On Fri, 29 Feb 2008, Mark Wong wrote:

> Basically posix_fadvise() is being called right before the WAL segment
> file is closed, which effectively doesn't do anything as opposed to when
> the file is opened. This proposed correction calls posix_fadvise() in
> three locations...

Actually, posix_fadvise is called nowhere; the one place it's referenced
at is #ifdef'd out. There's a comment in the code just above there as to
why: posix_fadvise only works on a limited number of platforms and as far
as I know nobody has ever put the time into figuring out where it's safe
or not safe so that configure can be taught that. I think this may be a
dead item because most places where posix_fadvise works correctly, you can
use O_SYNC and get O_DIRECT right now to do the same thing.

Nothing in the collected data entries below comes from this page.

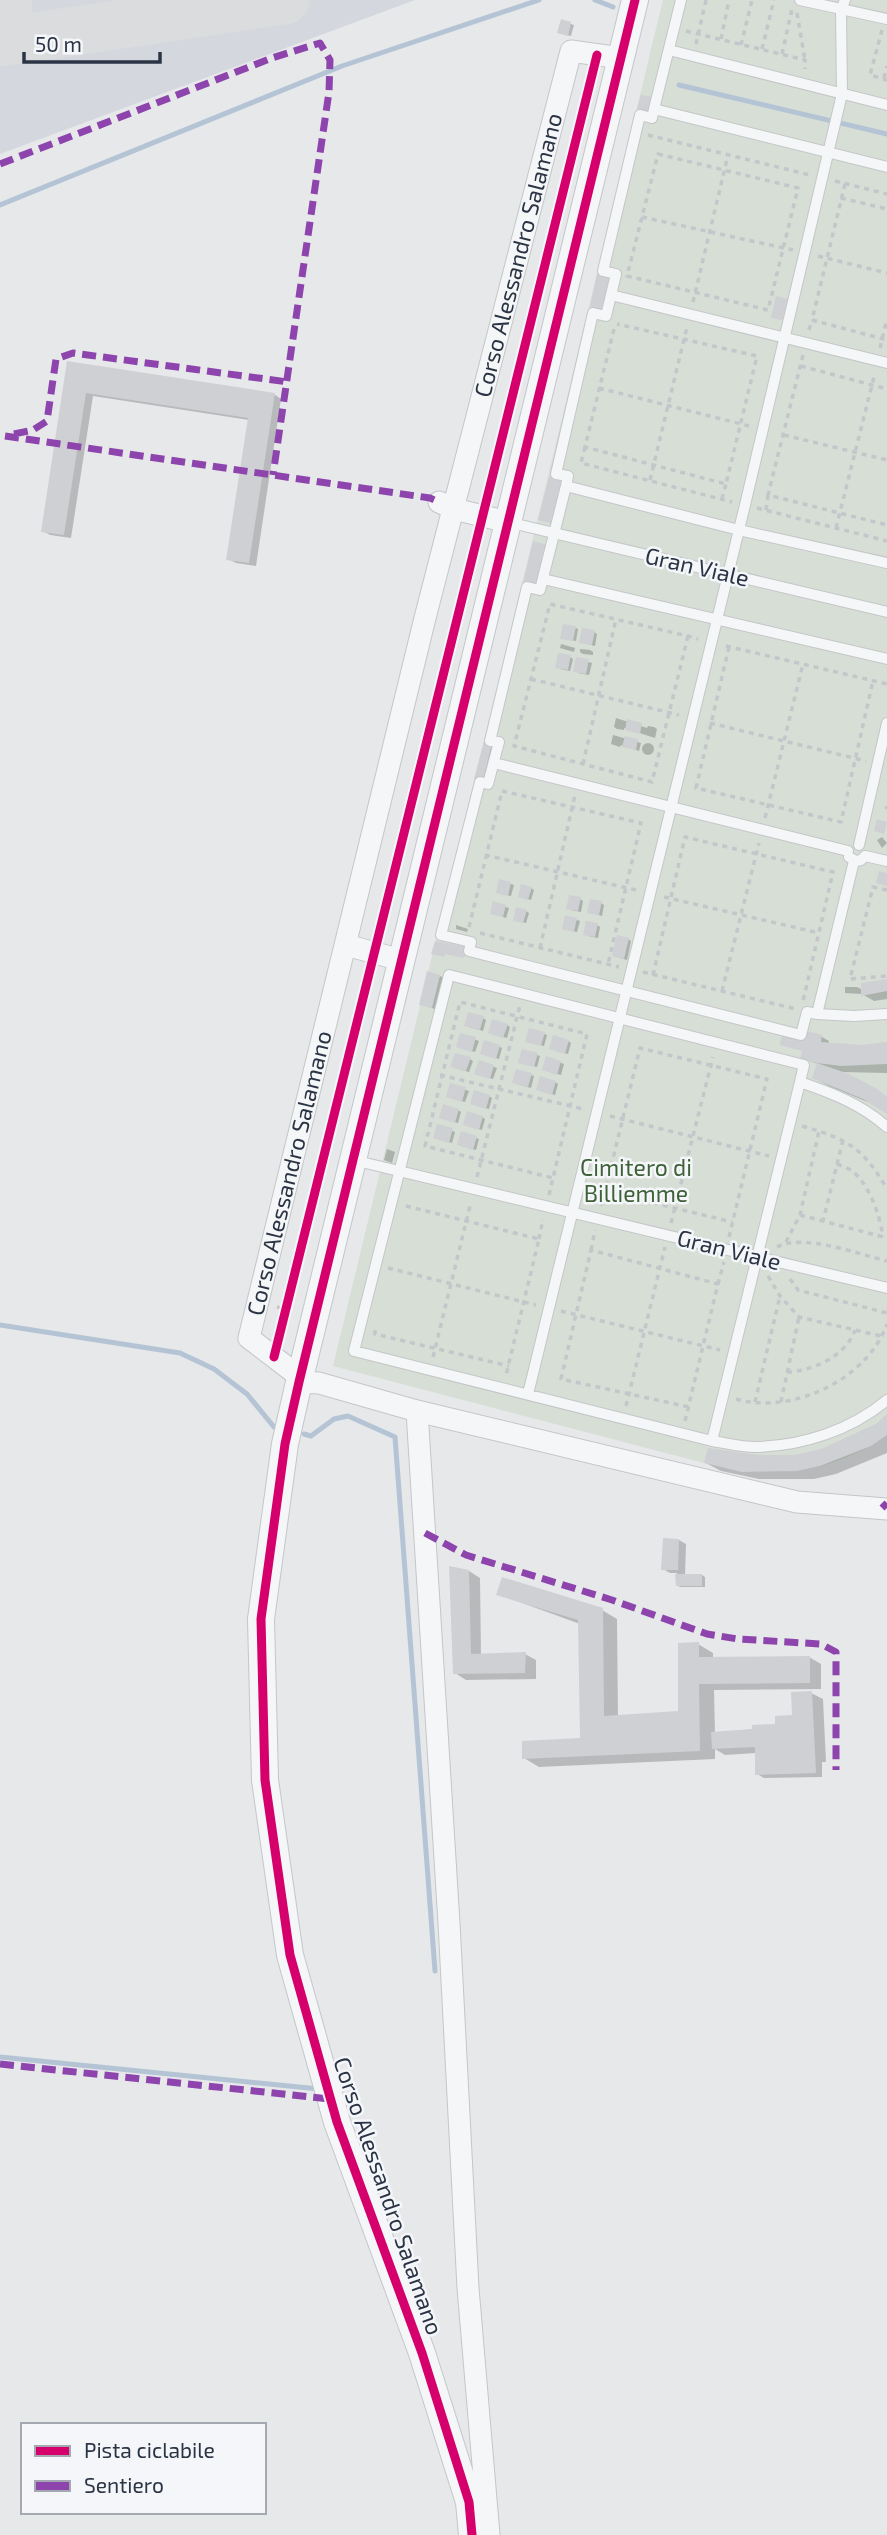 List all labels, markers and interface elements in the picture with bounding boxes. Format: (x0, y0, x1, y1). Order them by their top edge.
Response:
scale bar (24, 21, 161, 65)
text: 50 m (35, 31, 82, 56)
street label: Corso Alessandro Salamano (467, 110, 567, 400)
street label: Gran Viale (643, 540, 752, 592)
street label: Corso Alessandro Salamano (240, 1028, 337, 1318)
park label: Cimitero di Billiemme (580, 1153, 692, 1207)
street label: Gran Viale (675, 1223, 784, 1275)
street label: Corso Alessandro Salamano (328, 2053, 450, 2338)
legend (21, 2423, 266, 2514)
text: Pista ciclabile (84, 2437, 215, 2462)
text: Sentiero (84, 2472, 164, 2497) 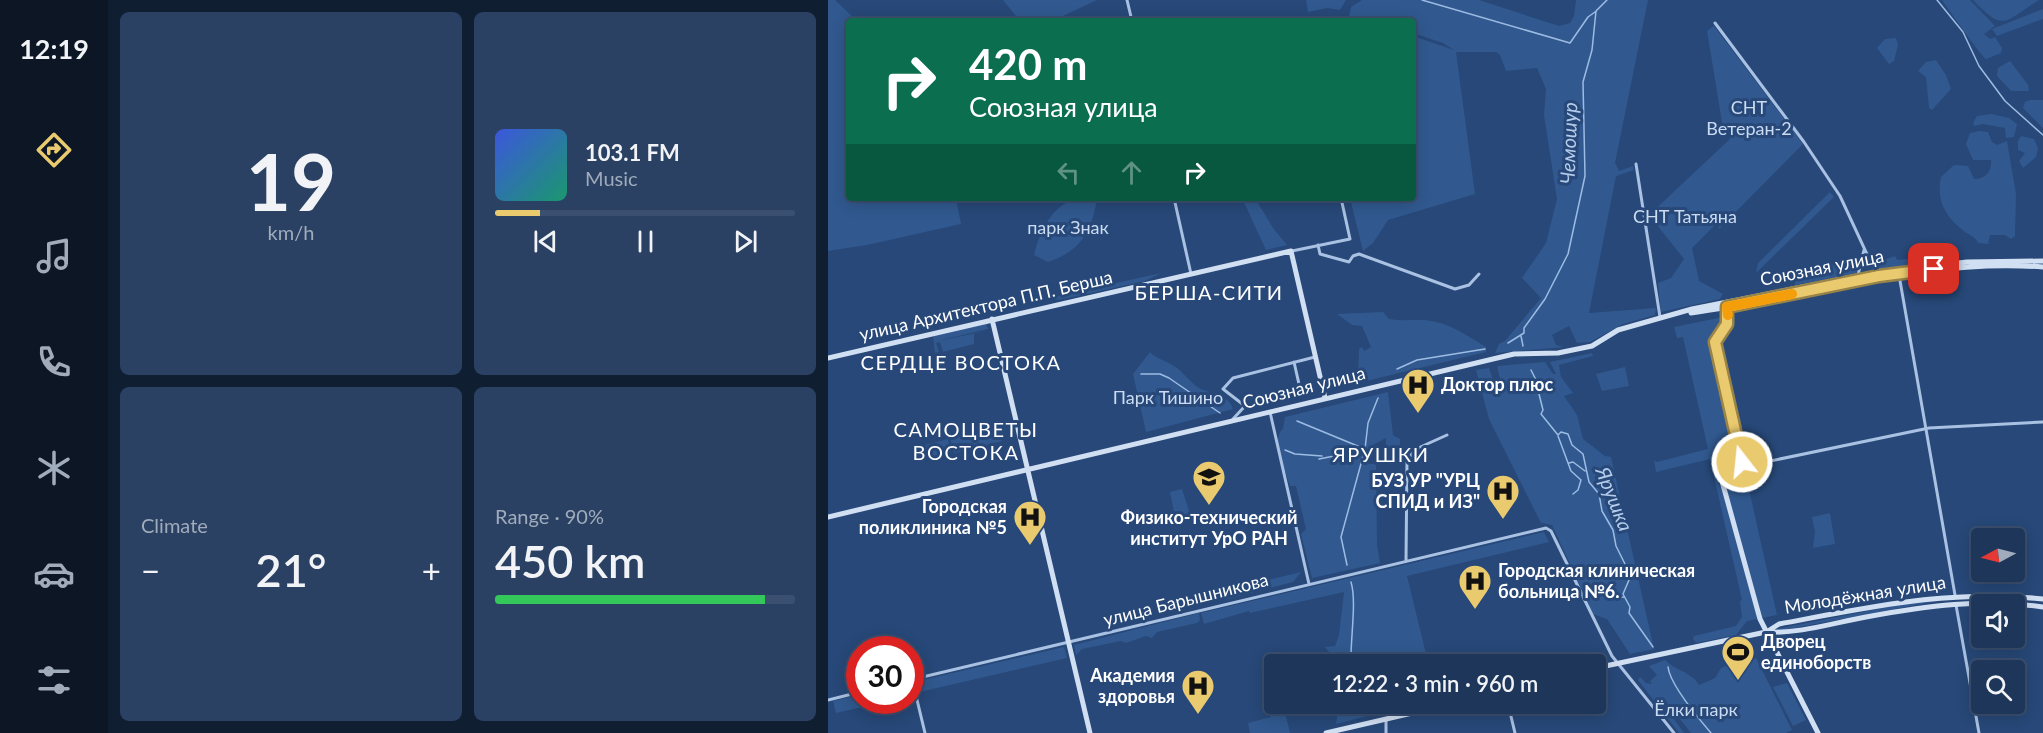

> If memory serves, one of the wins here is suppose to be that in a
> scenario where we are not expecting to re-read writes to the WAL we also
> do not want the writes to disk to flush out other data from the
> operating system disk cache.

Right, but you can get that already with O_SYNC on platforms where
O_DIRECT is supported.

There's a related TODO here which is to use directio(3C) on Solaris, which
Jignesh reports is needed instead of O_DIRECT to get the same behavior on
that platform.

> I am guessing that SATA drives have write cache enabled by default so it
> seems to make sense that using POSIX_FADV_DONTNEED will cause writes to
> be slower by writing through the disk cache.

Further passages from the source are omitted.